Using the listing below, return every line that includes "shadow".

Working data —
————

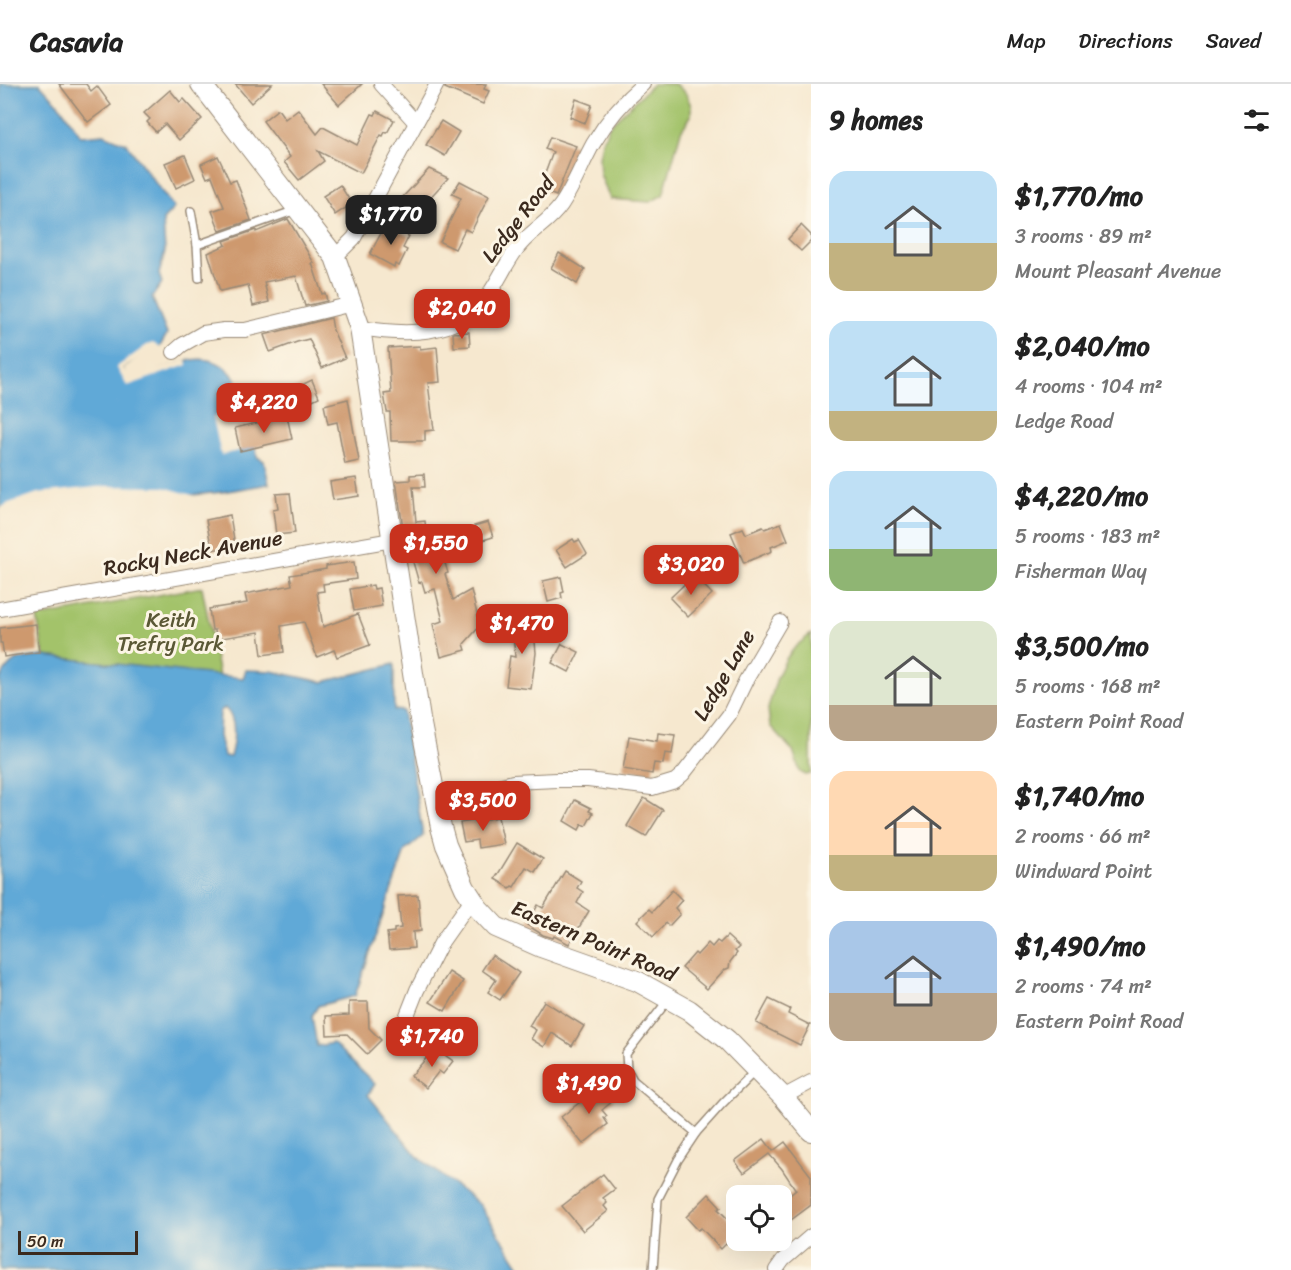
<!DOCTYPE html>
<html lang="en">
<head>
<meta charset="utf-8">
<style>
	body { margin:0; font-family:Sriracha,sans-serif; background:#f6f6f6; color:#222; height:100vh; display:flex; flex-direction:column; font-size:22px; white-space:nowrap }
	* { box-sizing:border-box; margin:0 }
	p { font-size:20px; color:#767676 }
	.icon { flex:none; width:33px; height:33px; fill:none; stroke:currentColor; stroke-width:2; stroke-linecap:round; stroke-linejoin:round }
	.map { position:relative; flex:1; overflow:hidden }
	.drawer { display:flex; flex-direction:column; background:#fff; width:480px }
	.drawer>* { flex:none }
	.fabs { position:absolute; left:726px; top:1101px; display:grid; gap:12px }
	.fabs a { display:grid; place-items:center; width:66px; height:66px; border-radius:12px; background:#fff; box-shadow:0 6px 24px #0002; font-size:30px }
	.scale { position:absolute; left:18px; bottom:15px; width:120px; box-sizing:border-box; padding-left:6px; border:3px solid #3b2a1e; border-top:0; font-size:16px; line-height:21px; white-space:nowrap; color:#3b2a1e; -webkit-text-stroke:4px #fcf5e5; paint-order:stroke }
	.price { position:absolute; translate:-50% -51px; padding:0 14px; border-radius:12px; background:#c8321e; color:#fff; font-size:20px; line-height:39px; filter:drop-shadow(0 2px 3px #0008) }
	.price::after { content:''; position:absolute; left:50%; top:36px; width:18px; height:14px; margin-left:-9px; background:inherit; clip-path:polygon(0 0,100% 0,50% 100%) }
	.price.active { background:#222; color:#fff }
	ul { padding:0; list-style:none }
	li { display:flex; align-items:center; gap:18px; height:150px; padding:0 18px }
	li span { display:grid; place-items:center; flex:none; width:168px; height:120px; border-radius:18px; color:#555 }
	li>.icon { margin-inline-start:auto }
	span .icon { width:72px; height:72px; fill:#fffc; stroke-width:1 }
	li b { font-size:26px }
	h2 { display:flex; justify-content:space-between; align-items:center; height:72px; padding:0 18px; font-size:26px }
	header { display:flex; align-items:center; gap:36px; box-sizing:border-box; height:84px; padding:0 30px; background:#fff; border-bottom:2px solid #e0e0e0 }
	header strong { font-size:28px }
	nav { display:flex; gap:33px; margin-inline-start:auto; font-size:21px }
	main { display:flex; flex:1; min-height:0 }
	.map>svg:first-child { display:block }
	.green { fill:#a3c36b; stroke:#6f7644; stroke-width:1.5 }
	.water { fill:#60a9d7; stroke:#4e6a7a; stroke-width:1.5; fill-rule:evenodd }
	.pier { fill:#f6e8cf }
	.building { fill:#ce996e }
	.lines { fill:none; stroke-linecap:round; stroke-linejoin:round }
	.lane-casing { stroke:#988976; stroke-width:10 }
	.street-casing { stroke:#988976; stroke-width:16 }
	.secondary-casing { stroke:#988976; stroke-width:22 }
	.lane { stroke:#fff; stroke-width:7 }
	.street { stroke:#fff; stroke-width:14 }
	.secondary { stroke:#fff; stroke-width:20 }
	.labels { text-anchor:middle; stroke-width:6; stroke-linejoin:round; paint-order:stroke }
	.street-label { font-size:21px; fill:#3b2a1e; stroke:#fcf5e5 }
	.park-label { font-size:21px; fill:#5a5835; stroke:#fcf5e5 }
</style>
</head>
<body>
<header>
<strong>Casavia</strong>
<nav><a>Map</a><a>Directions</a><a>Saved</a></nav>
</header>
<main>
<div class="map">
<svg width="811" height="1186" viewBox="0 0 811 1186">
	<rect width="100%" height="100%" fill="#fcf5e5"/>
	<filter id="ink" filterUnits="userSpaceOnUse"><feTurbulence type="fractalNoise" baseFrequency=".0167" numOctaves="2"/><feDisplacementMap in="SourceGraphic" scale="12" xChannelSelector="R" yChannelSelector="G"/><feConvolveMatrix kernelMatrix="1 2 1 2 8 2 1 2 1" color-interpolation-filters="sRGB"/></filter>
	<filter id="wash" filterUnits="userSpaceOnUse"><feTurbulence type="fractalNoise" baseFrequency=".008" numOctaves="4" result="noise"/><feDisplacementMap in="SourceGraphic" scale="24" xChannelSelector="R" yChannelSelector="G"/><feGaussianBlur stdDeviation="1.35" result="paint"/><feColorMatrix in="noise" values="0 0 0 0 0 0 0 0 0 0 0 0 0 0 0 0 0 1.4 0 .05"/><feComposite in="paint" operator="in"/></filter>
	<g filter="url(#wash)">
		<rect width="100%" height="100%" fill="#f6e8cf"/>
		<g class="green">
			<path d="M 653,0 L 674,0 L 678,2 L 686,10 L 691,22 L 691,32 L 681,47 L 663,111 L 650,118 L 610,115 L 600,90 L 599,73 L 602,59 L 609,42 Z"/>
			<path d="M 202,503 L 219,592 L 44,572 L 37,533 Z"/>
			<path d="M 811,550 L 811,690 L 806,691 L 800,688 L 793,667 L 770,642 L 768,625 L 777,593 L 786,575 L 796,562 Z"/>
		</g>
		<g class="water">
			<path d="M 0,0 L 40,0 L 61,23 L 81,52 L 104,50 L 126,59 L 174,124 L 163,136 L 165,167 L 159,190 L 162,199 L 152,213 L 167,250 L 159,264 L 153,262 L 123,284 L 129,296 C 149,290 170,280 191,276 C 245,267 251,335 257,373 L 264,377 L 269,400 L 222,408 L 153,415 L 17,436 L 0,446 Z"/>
			<path d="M 44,572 L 243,594 L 246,586 L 271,587 L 323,598 L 394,580 L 394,626 L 403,627 L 423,752 L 405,767 L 355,912 L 318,922 L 312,932 L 317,962 L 333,959 L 375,1000 L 368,1011 L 417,1072 L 480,1121 L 522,1186 L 0,1186 L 0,596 C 10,573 21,574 44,572 ZM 225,624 C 238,636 234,658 230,673 L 224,672 L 219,652 L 220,627 Z"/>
		</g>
		<g class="pier">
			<path d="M 153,259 L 162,265 L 153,265 L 123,284 L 130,293 L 186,276 L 187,281 L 127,302 L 117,284 L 118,282 L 147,261 Z"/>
			<path d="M 249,324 L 255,363 L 221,371 L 213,333 Z"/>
			<path d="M 106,402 L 163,403 L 196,412 L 197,415 L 153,418 L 41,435 L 18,439 L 7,444 L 0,449 L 0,424 L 9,419 L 38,409 Z"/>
		</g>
		<g id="blocks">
			<g class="building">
				<path d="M 59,0 L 86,0 L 91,7 L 97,2 L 111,21 L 88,38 Z"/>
				<path d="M 235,0 L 272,0 L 251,19 Z"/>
				<path d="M 321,0 L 362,0 L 339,21 Z"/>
				<path d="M 446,0 L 486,0 L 484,5 L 489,7 L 483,20 L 445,4 Z"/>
				<path d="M 170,6 L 180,18 L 184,15 L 202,35 L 179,56 L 165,40 L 156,48 L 147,38 L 150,35 L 144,29 Z"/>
				<path d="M 576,15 L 592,21 L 585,39 L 570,33 Z"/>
				<path d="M 278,25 L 285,35 L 298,25 L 317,50 L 323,43 L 357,61 L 372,30 L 375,31 L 377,27 L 394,36 L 387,49 L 385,48 L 383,52 L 381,51 L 361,89 L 318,67 L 324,77 L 299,96 L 284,78 L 290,73 L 263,37 Z"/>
				<path d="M 441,37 L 459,48 L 445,72 L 426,61 Z"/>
				<path d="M 550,53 L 576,62 L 556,112 L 544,107 L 548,97 L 543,95 L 553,68 L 545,65 Z"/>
				<path d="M 185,71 L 195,95 L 176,104 L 165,79 Z"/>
				<path d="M 218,72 L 230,98 L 236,96 L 251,136 L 220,147 L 212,127 L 224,123 L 212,92 L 207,94 L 201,80 Z"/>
				<path d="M 429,85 L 448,94 L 413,132 L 400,120 L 402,118 L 400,116 Z"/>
				<path d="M 460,97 L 489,112 L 471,148 L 465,145 L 455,165 L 440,158 L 461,114 L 452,110 Z"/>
				<path d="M 340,101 L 352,120 L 335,131 L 323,112 Z"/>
				<path d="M 288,135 L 314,179 L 312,179 L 322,210 L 325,209 L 327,217 L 305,222 L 296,192 L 264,198 L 269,218 L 253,222 L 248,201 L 220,207 L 208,169 L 226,161 L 224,157 L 256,146 L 256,148 Z"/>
				<path d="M 386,140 L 409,152 L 403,164 L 407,166 L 399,182 L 395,180 L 394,183 L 370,170 Z"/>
				<path d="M 801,141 L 811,151 L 811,157 L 801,167 L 788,155 Z"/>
				<path d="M 559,169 L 585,185 L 577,200 L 551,184 Z"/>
				<path d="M 331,234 L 333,246 L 345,274 L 322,284 L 309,255 L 297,258 L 270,268 L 264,251 Z"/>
				<path d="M 469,248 L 470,262 L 454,263 L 453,249 Z"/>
				<path d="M 420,262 L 420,265 L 437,263 L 440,298 L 428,299 L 434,346 L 425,347 L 425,357 L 391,357 L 390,328 L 387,328 L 384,310 L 391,309 L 388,264 Z"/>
				<path d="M 312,296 L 319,313 L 298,323 L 291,306 Z"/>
				<path d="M 348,315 L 359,377 L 345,380 L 337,338 L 328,340 L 324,321 Z"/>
				<path d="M 287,332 L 292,355 L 240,367 L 235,344 Z"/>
				<path d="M 424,390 L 425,403 L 413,403 L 416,438 L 425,437 L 427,456 L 437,453 L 448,489 L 445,490 L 453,516 L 471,506 L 480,542 L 464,560 L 466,566 L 441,573 L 433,540 L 443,537 L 435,505 L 425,508 L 422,498 L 419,499 L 407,457 L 405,457 L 396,397 L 410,396 L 410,391 Z"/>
				<path d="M 356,394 L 359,412 L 333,416 L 330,398 Z"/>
				<path d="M 290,409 L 295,449 L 276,451 L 273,426 L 278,425 L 276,410 Z"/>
				<path d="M 230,431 L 235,462 L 212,466 L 206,436 Z"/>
				<path d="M 488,438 L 493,453 L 480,457 L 474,442 Z"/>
				<path d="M 781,439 L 788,456 L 771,463 L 772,467 L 744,479 L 731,449 L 743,444 L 746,450 L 763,443 L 765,445 Z"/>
				<path d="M 573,455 L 575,458 L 579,456 L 587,470 L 567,483 L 556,466 Z"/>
				<path d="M 354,478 L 356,495 L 323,500 L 324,507 L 317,508 L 323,543 L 358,530 L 370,561 L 337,573 L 334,566 L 317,573 L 304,538 L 281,542 L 284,568 L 262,571 L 259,548 L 216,555 L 215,546 L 212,546 L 209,525 L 247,519 L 245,510 L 292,501 L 290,491 L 326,485 L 326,482 Z"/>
				<path d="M 694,491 L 712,510 L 688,533 L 670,514 Z"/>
				<path d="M 561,493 L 564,508 L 561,509 L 562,514 L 548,518 L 543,497 Z"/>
				<path d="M 373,501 L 374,505 L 379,504 L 382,522 L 354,527 L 350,505 Z"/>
				<path d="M 533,535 L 536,569 L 531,605 L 506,602 L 510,572 L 515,573 L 512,536 Z"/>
				<path d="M 36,540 L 39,568 L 4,573 L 2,559 L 0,559 L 0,544 Z"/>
				<path d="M 562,560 L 579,568 L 569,588 L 552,579 Z"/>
				<path d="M 658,649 L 675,651 L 672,670 L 665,669 L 663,680 L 654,679 L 652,690 L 623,685 L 629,652 L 657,657 Z"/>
				<path d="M 644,714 L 663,726 L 646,753 L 627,742 Z"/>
				<path d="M 575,716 L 591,724 L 589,727 L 593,729 L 586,742 L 582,740 L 579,746 L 564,737 Z"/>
				<path d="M 498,733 L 504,760 L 478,764 L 477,756 L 464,758 L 460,739 Z"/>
				<path d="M 517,759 L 543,775 L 535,788 L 526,783 L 514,803 L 512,802 L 510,804 L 495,795 Z"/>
				<path d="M 565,787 L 581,797 L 577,804 L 583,808 L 577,819 L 589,827 L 569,860 L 554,852 L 553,854 L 543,851 L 527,841 L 538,821 L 543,824 Z"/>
				<path d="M 672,806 L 682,816 L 675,824 L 680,830 L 669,842 L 666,839 L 653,853 L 637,837 L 649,825 L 652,828 Z"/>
				<path d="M 418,811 L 421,847 L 413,848 L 414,864 L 389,866 L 387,849 L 394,848 L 394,845 L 401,844 L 398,812 Z"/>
				<path d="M 727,852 L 739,863 L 735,867 L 737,869 L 730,878 L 729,884 L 724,886 L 707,905 L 682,884 L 695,869 L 697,871 L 708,859 L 712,863 L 717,857 L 720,859 Z"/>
				<path d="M 492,871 L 519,889 L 500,916 L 488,908 L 496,896 L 482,886 Z"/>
				<path d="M 449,888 L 463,897 L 445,927 L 430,918 Z"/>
				<path d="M 769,915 L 790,925 L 788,930 L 810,941 L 800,961 L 756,939 Z"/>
				<path d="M 544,917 L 584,942 L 572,962 L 552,949 L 544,963 L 531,955 L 536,946 L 529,942 Z"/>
				<path d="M 349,918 L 368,918 L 369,944 L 381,956 L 367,970 L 347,950 L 327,951 L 326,932 L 349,931 Z"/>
				<path d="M 435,964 L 453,977 L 443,990 L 439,987 L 426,1004 L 411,992 Z"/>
				<path d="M 602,1001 L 614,1016 L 602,1026 L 607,1032 L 604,1034 L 608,1040 L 583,1060 L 561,1033 Z"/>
				<path d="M 764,1055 L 773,1067 L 785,1058 L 811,1092 L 811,1121 L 787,1139 L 782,1131 L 782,1117 L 796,1106 L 782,1085 L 769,1070 L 744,1089 L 735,1077 Z"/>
				<path d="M 603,1090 L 615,1105 L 603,1114 L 607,1119 L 604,1122 L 608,1127 L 583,1147 L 562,1122 Z"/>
				<path d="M 709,1110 L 721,1123 L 718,1125 L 736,1143 L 736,1150 L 721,1165 L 701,1144 L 698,1146 L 686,1133 Z"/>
			</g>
		</g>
	</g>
	<g filter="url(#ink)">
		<use href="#blocks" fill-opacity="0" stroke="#988976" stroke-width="1.5"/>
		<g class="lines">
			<g class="lane-casing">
				<g id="lane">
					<path d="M 191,127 L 197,161 L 199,194"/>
					<path d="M 197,161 L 296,126"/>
					<path d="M 668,916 L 626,970 L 627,985 L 633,996 L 696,1049"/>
					<path d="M 653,1186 L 658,1115 L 678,1076 L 696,1049 L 722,1020 L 756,986"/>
				</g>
			</g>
			<g class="street-casing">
				<g id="street">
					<path d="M 381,0 L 416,39"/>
					<path d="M 335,173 L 354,154 L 437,0"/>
					<path d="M 360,244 C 403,251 458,254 487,213 C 498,198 505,181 516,166 C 528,148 549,139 561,121 C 574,102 582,80 593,60 C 606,38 623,17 643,0"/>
					<path d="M 174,268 L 182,261 L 203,249 L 224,246 L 245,246 L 352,220"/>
					<path d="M 0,525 L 392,456"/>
					<path d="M 435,711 L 483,706 L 513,698 L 557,696 L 588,696 L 652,704 L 675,697 L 683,690 L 729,631 L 746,596 L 780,538"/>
					<path d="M 400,949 L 417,906 L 441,859 L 472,815"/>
					<path d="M 783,1013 L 811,998"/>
					<path d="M 776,1186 L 783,1176 L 811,1152"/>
				</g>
			</g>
			<g class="secondary-casing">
				<path id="secondary" d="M 201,0 L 335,173 L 360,244 L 420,635 L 441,743 L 446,761 L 465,804 L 478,824 L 496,843 L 541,863 L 637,897 L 689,926 L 727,956 L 783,1013 L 811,1047"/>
			</g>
			<use href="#lane" class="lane"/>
			<use href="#street" class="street"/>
			<use href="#secondary" class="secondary"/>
		</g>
	</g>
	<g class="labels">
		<g class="street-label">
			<text transform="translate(518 135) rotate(-52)" y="7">Ledge Road</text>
			<text transform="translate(193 469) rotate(-10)" y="7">Rocky Neck Avenue</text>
			<text transform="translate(724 591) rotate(-60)" y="7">Ledge Lane</text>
			<text transform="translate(594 857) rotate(23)" y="7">Eastern Point Road</text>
		</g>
		<g class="park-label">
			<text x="171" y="543">Keith<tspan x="171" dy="24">Trefry Park</tspan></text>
		</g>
	</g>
</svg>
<div class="fabs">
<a><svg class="icon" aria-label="locate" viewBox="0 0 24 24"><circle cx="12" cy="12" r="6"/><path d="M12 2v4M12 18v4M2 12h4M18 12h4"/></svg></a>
</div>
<div class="scale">50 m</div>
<b class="price active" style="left:391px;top:162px">$1,770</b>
<b class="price" style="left:462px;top:256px">$2,040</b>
<b class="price" style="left:264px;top:350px">$4,220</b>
<b class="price" style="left:436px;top:491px">$1,550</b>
<b class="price" style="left:691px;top:512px">$3,020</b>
<b class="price" style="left:522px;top:571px">$1,470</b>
<b class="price" style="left:483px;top:748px">$3,500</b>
<b class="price" style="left:432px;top:984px">$1,740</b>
<b class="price" style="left:589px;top:1031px">$1,490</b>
</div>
<section class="drawer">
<h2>9 homes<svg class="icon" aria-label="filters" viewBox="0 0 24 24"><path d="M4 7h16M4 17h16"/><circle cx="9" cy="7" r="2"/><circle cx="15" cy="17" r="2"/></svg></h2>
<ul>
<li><span style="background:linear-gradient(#bfe0f5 60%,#c2b280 0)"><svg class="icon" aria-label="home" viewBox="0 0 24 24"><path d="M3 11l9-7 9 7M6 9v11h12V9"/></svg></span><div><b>$1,770/mo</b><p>3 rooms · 89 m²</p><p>Mount Pleasant Avenue</p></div></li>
<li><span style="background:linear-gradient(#bfe0f5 75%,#c2b280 0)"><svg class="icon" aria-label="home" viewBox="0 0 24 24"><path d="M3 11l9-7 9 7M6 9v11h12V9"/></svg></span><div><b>$2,040/mo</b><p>4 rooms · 104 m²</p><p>Ledge Road</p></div></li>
<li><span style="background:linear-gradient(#bfe0f5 65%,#8fb573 0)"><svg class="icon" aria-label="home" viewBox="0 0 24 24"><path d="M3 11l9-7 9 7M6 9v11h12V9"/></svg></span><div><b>$4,220/mo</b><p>5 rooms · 183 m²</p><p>Fisherman Way</p></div></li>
<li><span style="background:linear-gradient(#dfe7d0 70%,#b9a48a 0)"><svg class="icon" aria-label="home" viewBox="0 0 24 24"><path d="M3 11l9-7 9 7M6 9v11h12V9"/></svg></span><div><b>$3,500/mo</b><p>5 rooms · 168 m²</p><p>Eastern Point Road</p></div></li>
<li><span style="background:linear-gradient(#ffd9b3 70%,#c2b280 0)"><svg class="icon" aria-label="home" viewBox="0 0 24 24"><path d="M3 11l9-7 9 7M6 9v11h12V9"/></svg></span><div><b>$1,740/mo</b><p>2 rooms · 66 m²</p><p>Windward Point</p></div></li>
<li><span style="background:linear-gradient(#a9c7e8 60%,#b9a48a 0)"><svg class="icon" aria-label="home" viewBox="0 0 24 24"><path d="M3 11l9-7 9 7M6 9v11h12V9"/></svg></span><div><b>$1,490/mo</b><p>2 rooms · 74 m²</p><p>Eastern Point Road</p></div></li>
</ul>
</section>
</main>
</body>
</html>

————

Answer section —
	.fabs a { display:grid; place-items:center; width:66px; height:66px; border-radius:12px; background:#fff; box-shadow:0 6px 24px #0002; font-size:30px }
	.price { position:absolute; translate:-50% -51px; padding:0 14px; border-radius:12px; background:#c8321e; color:#fff; font-size:20px; line-height:39px; filter:drop-shadow(0 2px 3px #0008) }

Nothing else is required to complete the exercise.